April 2018 – The Canadian Partnership for International Justice recently submitted a note to Ambassador Isabelle Hudon, Co-President of the Gender Equality Advisory Council for Canada’s G7 Presidency, to provide useful information and reflection material in preparation of the 44thG7 Summit that will be held in June in Charlevoix.
On November 16, 2017, members of the CPIJ participated in a public event and subsequent experts’ roundtable consultation with Deputy Minister for the G7 and Personal Representative of the Prime Minister, Peter Boehm. The event was held at Laval University in Québec City. In addition, CPIJ members met with Ambassador Hudon, on March 14, 2018, also at Laval University. The note, written by Fannie Lafontaine, Pascal Paradis, Janine Lespérance, Penelope Simons and Valerie Oosterveld, was then submitted to Ambassador Hudon at her request, on April 16.
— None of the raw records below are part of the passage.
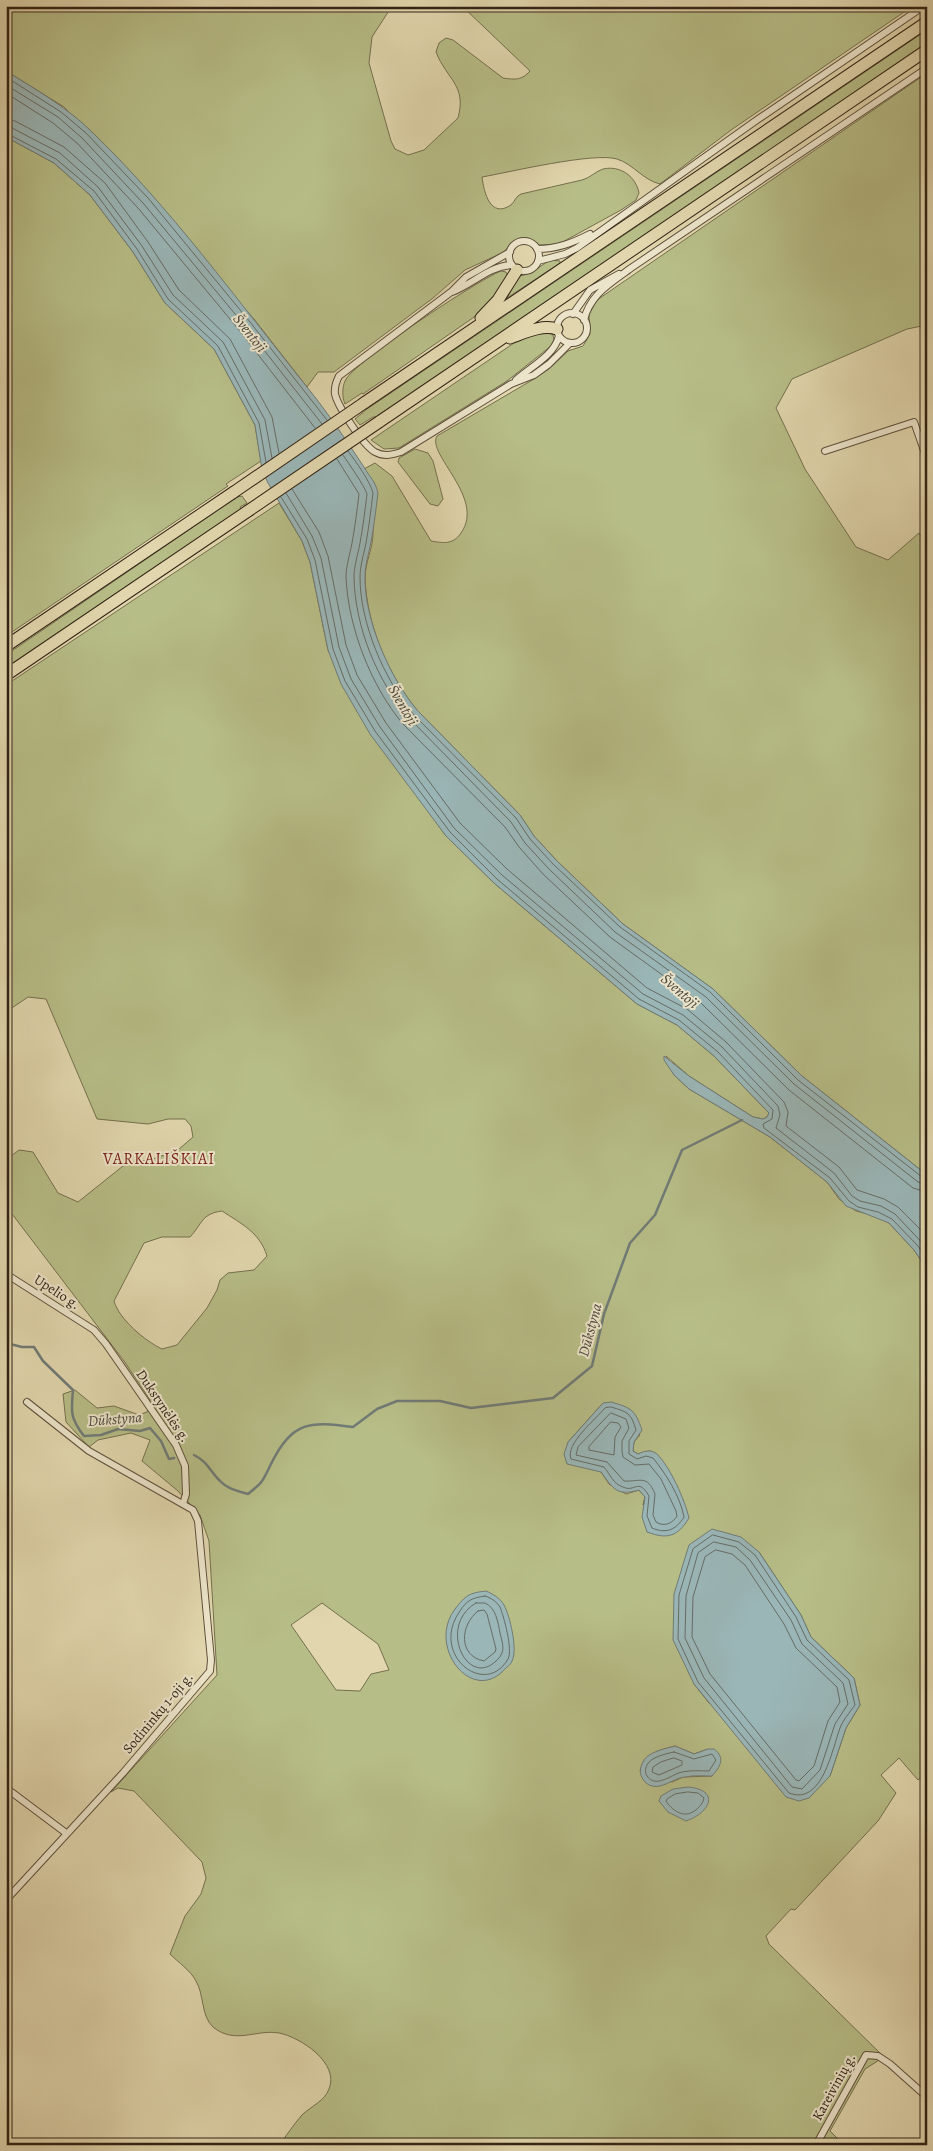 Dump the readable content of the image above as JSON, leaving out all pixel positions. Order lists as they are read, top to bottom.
{
  "streets": {
    "street": [
      "Upelio g.",
      "Dukstynėlės g.",
      "Sodininkų 1-oji g.",
      "Kareivinių g."
    ]
  },
  "crossings": [
    ["Upelio g.", "Dukstynėlės g."],
    ["Dukstynėlės g.", "Sodininkų 1-oji g."]
  ],
  "districts": ["VARKALIŠKIAI"],
  "water": ["Šventoji", "Dūkstyna"]
} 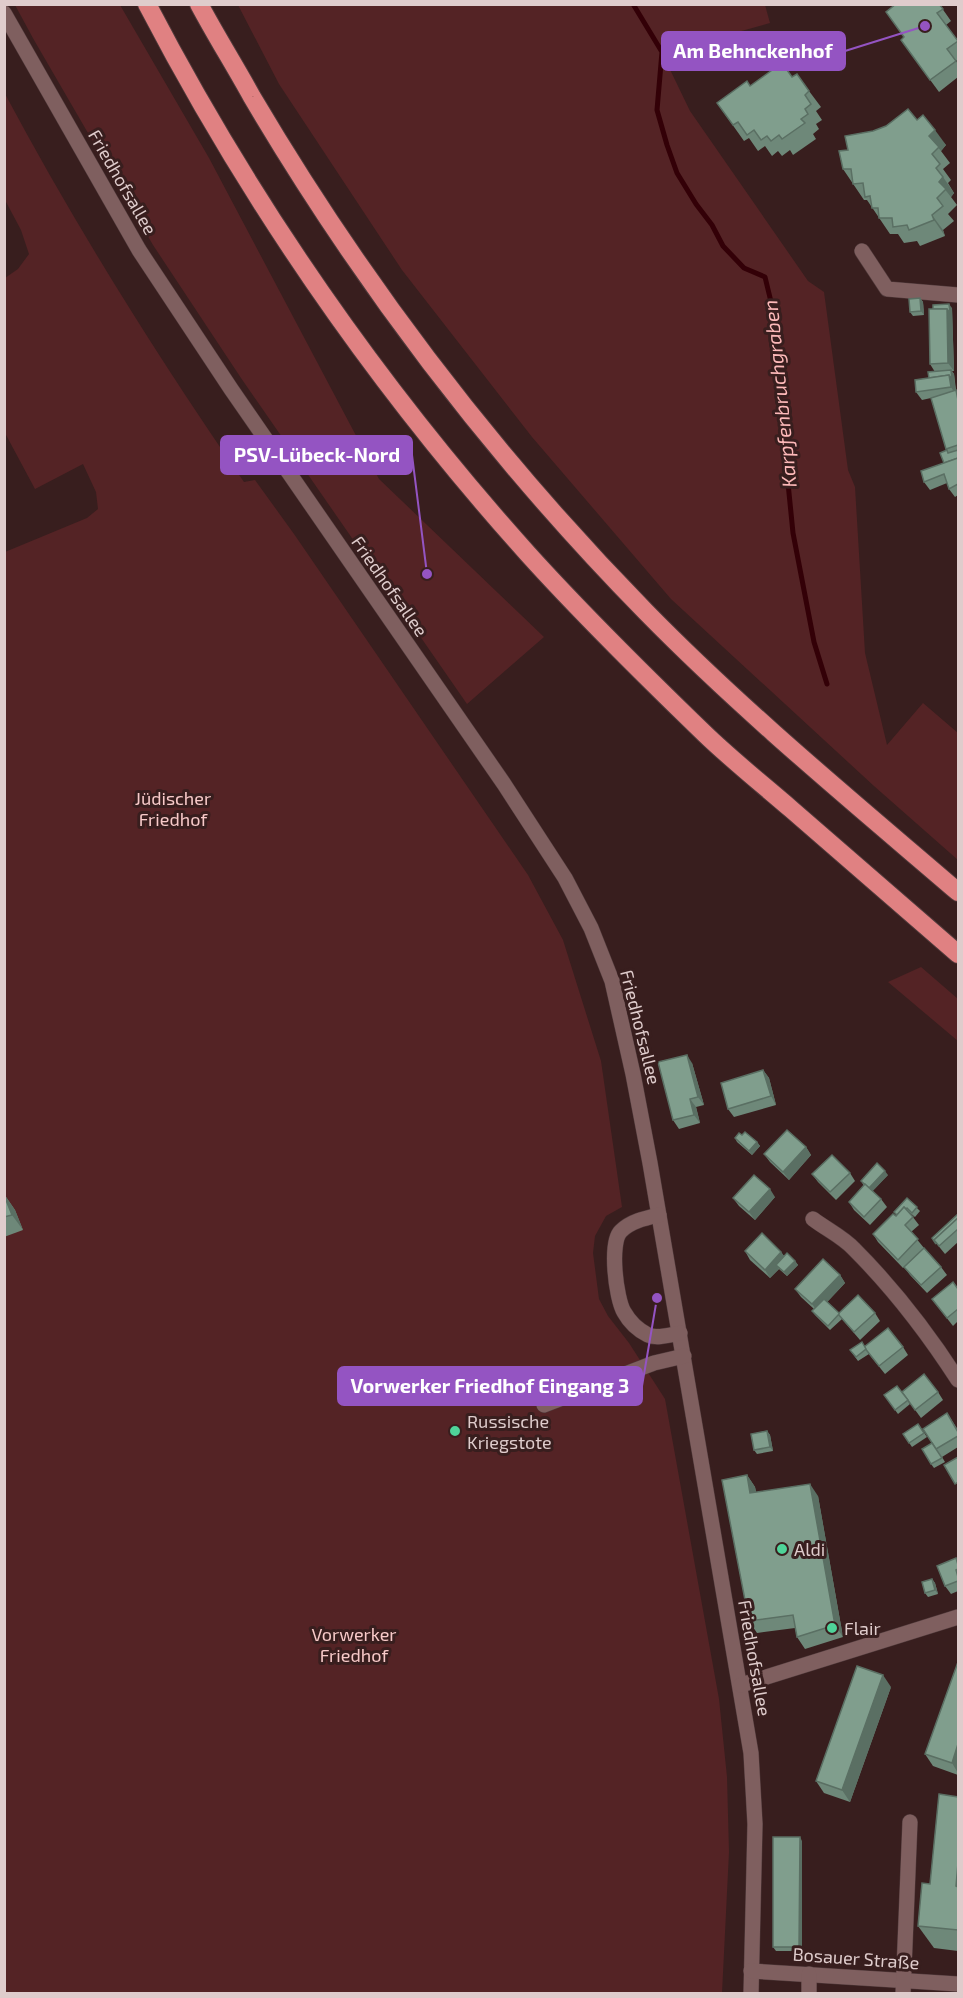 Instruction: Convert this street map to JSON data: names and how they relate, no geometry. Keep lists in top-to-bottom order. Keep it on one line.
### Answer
{"streets":{"street":["Friedhofsallee","Bosauer Straße"]},"crossings":[["Friedhofsallee","Bosauer Straße"]],"water":["Karpfenbruchgraben"],"parks":["Jüdischer Friedhof","Vorwerker Friedhof"],"places":["Am Behnckenhof","PSV-Lübeck-Nord","Vorwerker Friedhof Eingang 3","Russische Kriegstote","Aldi","Flair"]}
The submitted note aimed at contributing to the development of Canada’s agenda and specific priorities for the G7 meeting. In particular, CPIJ identified three main areas in which Canada is well placed to take a leadership role:
- Preventing sexual and gender-based violence (SGBV) through increased criminal accountability;
- Ending corporate complicity in human rights violations, in particular violence against women and girls, through corporate accountability and remedy mechanisms;
- Using laws and legal mechanisms to empower women and girls.
These subjects relate to the five key themes that the Canadian Government has identified as priorities for Canada’s G7 Presidency, and are all most acutely related to the main and cross-cutting priority theme of Advancing gender equality and women’s empowerment. They are also central to the themes Building a more peaceful and secure world and Investing in growth that works for everyone.
The recommendations include notably the creation of an international taskforce on accountability for SGBV, which would serve to gather and identify best practices in the prosecution of this type of violence from past and present international criminal accountability mechanisms. They also include the adoption of adequately funded ombudsperson mechanisms, with the independent ability to conduct effective investigations, make recommendations, and impose sanctions on corporations and provide reparations to victims of corporate related human rights violations, including SGBV. The direction of foreign aid and international cooperation programmes toward supporting women’s legal empowerment is also recommended.